夏休みは天王山ではない

夏期講習のパンフレットを見ると、「夏こそステップアップ」「夏は受験の天王山」といった言葉が並んでいます。

確かに、入試までの間で、夏休みほどまとまった時間を取れる時期はありません。学校が休みになり、平日にも勉強時間を確保できるわけですから、ここで力をつけたいと考えるのは当然です。

しかし、だからといって、夏休みがすべて自由に使える時間になるわけではありません。

実際には、塾の夏期講習があります。講習が始まれば、本人の得意不得意に関係なく、塾が必要だと考える内容がどんどん進んでいきます。授業があり、宿題があり、復習も必要になる。そこにさらに家庭で弱点補強をしよう、過去問も始めよう、暗記も進めよう、ということになると、あっという間に時間はなくなります。

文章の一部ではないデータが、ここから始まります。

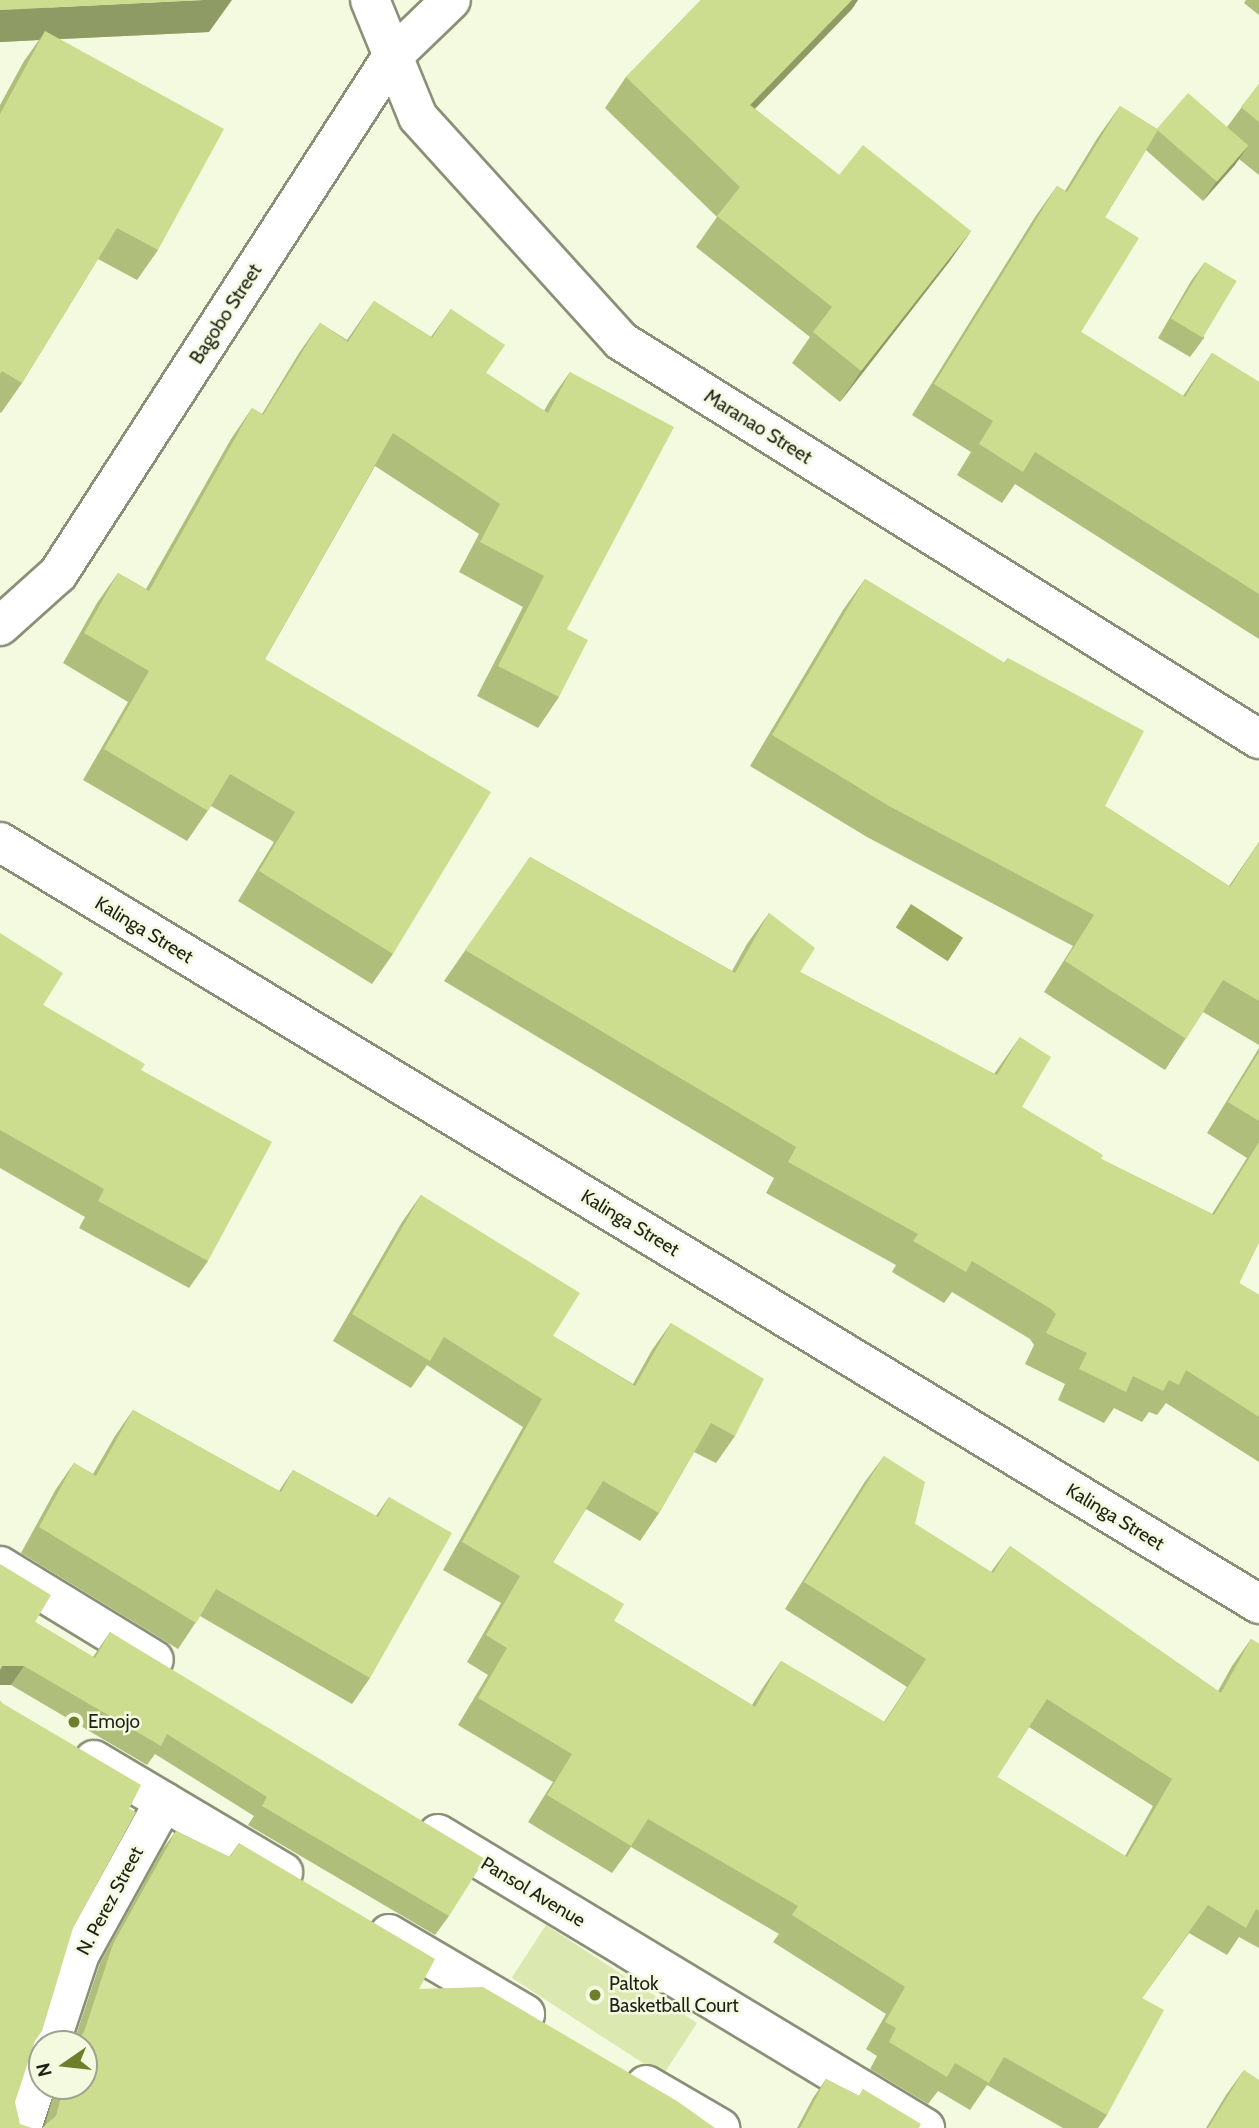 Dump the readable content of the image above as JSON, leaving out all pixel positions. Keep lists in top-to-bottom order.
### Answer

お盆を過ぎれば、塾によっては一気に過去問へ向かう流れになるかもしれません。そうなると、夏休みの前に思い描いていた「あれもやろう、これもやろう」という計画は、なかなかその通りには進まないものです。

ですから、夏休みに過大な期待をしすぎないことが大事です。

夏休みは天王山ではない。少なくとも、ここで全部を仕上げる時期だと考えない方が良いでしょう。むしろ、限られた時間の中で「これだけはやる」と決めることの方が大切です。

最も優先順位の高い勉強は何か。

算数の苦手単元を一つつぶすことなのか。理科の計算を整理することなのか。国語の記述を見直すことなのか。あるいは、志望校の過去問に入る前に、基本知識を固め直すことなのか。

家庭によって、子どもによって、優先すべきことは違います。だからこそ、塾の予定をそのまま全部こなすことだけを目標にしない方が良いのです。

あれもこれもと欲張るより、「この夏はこれをやった」と言えるものを一つ、二つ作る。それで十分です。

夏休みは、入試までの通過点です。ここで無理に詰め込みすぎるより、秋以降にしっかり伸びていけるように、必要なことを絞って取り組むことを考えてください。